Following the approval of the Brut and Cobe project in 2017, redevelopment of the Schuman Roundabout officially began in late 2023. The initial plan included a new pedestrian agora and the closure of the roundabout to cars from the south and north, allowing only pedestrians and micromobility users to access it from these two directions. The centrepiece was supposed to be a circular steel canopy with a green roof in the shape of the European Parliament's hemicycle. Due to a lack of budget, however, the project was finally delivered in 2026 with modifications to the initial plan: the large steel canopy was abandoned, leaving the square as a plain concrete expanse with minimal greenery after three years of work.

==Roads meeting at the roundabout==
- The Rue de la Loi/Wetstraat runs west–north–west towards central Brussels, one-way. It also continues east–south–east for a short distance towards the western end of the Parc du Cinquantenaire/Jubelpark. The bulk of the traffic on this main carriageway avoids the roundabout by taking the tunnel underneath, the road becoming the Avenue de Tervueren/Tervurenlaan and heading out of Brussels east/east–south–east towards Woluwe-Saint-Pierre and eventually Tervuren.
- The Avenue de Cortenbergh/Kortenberglaan leads north–east towards Schaerbeek and the Place de Jamblinne de Meux/De Jamblinne de Meuxplein.

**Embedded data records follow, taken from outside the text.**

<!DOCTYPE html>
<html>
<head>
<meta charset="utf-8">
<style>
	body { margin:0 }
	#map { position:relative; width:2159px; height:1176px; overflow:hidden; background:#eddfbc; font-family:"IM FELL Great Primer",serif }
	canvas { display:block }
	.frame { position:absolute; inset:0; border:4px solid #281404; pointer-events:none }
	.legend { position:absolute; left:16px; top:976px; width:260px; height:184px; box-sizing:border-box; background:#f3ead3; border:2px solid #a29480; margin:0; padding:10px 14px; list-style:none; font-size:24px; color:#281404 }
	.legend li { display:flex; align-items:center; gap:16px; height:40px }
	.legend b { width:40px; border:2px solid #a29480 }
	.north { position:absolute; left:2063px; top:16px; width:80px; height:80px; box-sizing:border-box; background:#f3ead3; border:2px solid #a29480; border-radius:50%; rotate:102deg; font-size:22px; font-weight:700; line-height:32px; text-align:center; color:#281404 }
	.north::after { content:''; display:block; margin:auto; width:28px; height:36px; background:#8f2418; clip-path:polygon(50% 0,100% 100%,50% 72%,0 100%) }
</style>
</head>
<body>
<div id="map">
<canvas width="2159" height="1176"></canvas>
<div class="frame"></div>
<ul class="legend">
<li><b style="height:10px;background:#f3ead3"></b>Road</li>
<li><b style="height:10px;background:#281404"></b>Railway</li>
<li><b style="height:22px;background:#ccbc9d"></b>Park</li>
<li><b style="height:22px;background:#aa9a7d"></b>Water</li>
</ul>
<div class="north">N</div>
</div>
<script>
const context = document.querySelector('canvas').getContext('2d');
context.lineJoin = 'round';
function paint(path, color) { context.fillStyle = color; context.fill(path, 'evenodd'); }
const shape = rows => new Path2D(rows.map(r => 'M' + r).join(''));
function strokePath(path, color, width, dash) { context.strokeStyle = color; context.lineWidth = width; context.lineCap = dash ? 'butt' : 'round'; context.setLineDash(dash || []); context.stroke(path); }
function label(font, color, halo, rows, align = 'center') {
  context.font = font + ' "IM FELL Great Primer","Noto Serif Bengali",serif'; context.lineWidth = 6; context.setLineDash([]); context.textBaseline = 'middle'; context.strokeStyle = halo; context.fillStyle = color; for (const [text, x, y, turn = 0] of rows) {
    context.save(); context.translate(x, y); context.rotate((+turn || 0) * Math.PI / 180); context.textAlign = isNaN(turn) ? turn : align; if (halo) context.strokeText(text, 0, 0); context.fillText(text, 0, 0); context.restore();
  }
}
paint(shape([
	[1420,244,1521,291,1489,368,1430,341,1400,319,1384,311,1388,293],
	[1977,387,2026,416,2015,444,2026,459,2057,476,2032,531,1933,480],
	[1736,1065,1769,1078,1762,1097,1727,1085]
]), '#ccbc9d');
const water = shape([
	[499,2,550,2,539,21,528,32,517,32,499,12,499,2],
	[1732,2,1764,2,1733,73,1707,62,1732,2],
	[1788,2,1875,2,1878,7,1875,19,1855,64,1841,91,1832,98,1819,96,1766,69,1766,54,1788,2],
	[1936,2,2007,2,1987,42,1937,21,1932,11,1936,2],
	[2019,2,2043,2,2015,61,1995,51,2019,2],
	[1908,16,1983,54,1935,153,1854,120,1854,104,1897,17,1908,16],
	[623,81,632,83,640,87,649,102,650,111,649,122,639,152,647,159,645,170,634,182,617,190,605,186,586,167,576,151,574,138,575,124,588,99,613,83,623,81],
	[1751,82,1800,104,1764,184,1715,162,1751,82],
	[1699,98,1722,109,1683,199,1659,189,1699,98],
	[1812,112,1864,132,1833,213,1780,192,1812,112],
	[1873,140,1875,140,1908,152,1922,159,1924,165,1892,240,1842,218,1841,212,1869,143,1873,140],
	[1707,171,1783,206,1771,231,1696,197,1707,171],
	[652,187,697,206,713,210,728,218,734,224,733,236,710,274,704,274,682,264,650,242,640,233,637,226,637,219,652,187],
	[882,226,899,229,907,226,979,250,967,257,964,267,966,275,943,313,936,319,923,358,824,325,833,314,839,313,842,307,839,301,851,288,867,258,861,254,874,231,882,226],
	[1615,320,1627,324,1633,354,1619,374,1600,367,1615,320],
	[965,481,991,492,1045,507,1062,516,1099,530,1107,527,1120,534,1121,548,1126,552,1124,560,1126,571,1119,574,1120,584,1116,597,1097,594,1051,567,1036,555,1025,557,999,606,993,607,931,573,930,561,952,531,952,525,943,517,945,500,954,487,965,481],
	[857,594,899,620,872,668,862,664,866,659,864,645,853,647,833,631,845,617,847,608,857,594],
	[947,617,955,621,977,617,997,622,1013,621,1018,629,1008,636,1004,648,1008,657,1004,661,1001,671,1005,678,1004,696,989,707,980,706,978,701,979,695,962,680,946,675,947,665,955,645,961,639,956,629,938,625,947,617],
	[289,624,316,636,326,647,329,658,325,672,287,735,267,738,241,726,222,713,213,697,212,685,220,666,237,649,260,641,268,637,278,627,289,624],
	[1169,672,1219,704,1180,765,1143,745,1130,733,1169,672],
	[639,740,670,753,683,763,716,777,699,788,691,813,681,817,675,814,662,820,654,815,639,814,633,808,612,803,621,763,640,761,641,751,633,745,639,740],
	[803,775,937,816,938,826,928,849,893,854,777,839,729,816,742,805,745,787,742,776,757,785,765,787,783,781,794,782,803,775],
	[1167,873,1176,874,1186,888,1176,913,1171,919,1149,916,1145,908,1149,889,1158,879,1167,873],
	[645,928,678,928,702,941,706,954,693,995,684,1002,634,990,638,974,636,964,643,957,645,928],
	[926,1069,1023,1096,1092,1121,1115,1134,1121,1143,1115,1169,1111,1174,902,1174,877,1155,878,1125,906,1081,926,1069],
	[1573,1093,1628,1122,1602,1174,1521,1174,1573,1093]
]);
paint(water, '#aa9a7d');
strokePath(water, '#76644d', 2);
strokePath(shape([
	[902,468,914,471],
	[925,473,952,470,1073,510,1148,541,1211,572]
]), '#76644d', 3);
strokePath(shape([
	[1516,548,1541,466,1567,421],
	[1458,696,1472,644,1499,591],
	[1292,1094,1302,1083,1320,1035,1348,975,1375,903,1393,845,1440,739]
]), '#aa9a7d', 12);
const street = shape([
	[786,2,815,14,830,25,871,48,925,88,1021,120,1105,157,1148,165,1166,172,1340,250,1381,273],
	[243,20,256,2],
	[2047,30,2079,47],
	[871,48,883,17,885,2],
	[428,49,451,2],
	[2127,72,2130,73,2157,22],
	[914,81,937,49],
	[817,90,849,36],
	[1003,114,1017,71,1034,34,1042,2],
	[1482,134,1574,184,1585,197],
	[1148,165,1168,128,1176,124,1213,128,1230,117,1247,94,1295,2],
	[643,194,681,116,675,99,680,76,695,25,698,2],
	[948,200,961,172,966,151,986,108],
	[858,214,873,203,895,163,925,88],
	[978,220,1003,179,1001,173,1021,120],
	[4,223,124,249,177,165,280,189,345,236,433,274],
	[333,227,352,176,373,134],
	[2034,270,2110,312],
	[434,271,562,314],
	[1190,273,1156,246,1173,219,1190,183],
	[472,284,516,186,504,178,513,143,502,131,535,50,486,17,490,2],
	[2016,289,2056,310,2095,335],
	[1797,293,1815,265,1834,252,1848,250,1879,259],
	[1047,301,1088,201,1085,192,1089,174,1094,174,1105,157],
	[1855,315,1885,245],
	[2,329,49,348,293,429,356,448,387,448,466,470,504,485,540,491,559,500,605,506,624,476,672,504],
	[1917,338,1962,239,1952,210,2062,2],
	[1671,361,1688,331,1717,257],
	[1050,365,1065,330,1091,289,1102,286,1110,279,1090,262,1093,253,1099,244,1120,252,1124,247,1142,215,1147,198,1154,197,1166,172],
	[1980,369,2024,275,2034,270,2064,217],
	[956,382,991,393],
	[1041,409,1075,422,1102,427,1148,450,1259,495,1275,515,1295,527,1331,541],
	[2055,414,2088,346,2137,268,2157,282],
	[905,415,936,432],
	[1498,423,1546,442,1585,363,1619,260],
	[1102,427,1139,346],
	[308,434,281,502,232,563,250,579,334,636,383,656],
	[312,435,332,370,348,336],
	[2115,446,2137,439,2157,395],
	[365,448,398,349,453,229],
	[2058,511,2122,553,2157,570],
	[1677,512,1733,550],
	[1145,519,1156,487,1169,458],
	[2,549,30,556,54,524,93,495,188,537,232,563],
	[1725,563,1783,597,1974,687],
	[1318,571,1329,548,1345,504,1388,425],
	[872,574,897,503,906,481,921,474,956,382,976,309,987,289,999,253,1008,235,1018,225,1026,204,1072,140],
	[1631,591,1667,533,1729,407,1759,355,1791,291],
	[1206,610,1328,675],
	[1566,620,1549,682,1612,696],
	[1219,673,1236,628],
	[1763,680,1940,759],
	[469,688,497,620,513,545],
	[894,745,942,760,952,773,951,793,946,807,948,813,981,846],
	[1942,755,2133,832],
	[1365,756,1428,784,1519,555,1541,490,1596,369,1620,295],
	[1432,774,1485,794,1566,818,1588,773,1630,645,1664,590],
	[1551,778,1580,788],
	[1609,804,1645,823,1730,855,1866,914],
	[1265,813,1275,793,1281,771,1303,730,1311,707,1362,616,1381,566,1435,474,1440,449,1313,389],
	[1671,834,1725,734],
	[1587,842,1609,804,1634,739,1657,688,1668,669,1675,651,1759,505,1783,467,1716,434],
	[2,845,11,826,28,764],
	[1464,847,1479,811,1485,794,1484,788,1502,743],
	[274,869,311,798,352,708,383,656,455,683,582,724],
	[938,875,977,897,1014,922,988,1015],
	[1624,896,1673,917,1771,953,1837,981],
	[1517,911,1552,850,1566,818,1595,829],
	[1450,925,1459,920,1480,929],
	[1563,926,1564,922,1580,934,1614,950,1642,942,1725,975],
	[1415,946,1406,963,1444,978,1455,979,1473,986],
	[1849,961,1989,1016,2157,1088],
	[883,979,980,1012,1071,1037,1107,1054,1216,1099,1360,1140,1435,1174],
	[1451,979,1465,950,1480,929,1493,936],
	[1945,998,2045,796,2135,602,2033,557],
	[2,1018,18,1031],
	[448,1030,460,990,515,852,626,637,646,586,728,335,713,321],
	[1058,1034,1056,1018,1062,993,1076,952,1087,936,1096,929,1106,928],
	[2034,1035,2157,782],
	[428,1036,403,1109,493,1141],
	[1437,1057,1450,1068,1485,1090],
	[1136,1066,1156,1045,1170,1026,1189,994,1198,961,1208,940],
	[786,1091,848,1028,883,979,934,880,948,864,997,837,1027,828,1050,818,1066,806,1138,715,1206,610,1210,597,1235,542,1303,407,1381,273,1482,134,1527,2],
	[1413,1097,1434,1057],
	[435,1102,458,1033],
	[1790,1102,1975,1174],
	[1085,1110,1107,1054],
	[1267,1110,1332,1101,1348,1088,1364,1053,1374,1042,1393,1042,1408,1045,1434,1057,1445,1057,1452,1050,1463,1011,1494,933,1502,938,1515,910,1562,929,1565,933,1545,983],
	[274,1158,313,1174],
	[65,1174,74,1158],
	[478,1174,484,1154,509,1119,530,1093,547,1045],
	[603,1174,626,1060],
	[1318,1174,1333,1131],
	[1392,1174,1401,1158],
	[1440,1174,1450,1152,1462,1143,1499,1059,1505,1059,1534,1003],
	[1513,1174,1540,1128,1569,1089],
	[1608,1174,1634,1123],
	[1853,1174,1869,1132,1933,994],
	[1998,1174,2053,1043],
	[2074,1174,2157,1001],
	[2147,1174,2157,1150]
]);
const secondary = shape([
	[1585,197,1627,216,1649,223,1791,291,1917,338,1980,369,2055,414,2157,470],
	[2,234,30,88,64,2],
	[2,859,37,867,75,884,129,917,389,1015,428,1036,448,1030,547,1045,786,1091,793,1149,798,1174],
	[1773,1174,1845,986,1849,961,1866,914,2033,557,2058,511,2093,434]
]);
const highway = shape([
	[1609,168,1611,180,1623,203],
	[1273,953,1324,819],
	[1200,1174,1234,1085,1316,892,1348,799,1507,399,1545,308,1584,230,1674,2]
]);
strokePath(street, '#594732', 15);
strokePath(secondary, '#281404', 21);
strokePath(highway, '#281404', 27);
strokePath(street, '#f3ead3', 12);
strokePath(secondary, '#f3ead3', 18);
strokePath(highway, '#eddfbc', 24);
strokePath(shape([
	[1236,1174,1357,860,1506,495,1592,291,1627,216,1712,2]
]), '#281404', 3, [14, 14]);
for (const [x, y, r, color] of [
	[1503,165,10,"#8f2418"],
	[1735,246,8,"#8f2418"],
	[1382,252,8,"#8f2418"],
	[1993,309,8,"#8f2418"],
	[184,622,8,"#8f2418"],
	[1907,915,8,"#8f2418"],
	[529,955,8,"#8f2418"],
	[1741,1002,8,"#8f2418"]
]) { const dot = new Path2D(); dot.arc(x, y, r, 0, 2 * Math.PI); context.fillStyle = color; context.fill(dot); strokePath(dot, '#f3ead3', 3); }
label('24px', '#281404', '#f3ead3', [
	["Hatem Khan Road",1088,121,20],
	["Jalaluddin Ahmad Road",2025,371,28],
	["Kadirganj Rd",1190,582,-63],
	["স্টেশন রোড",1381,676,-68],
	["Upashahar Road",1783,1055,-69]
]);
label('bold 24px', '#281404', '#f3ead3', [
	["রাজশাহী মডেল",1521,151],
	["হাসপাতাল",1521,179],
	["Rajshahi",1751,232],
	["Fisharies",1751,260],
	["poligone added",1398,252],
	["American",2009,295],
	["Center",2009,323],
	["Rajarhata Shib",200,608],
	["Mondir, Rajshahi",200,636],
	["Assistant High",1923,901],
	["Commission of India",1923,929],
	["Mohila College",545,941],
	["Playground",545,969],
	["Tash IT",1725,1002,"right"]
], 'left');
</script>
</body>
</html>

The Rue Belliard/Belliardstraat tunnel also follows this route, leading out towards Diamant premetro station and the E40.
- The Rue Archimède/Archimedestraat leads north towards the Square Ambiorix/Ambiorixsquare.
- The Avenue d'Auderghem/Oudergemselaan runs south–east through the middle of Etterbeek, towards the La Chasse junction and Auderghem.
- The Rue Froissart/Froissartstraat is one of the smaller roads leaving the roundabout, heading towards the Place Jourdan/Jourdanplein.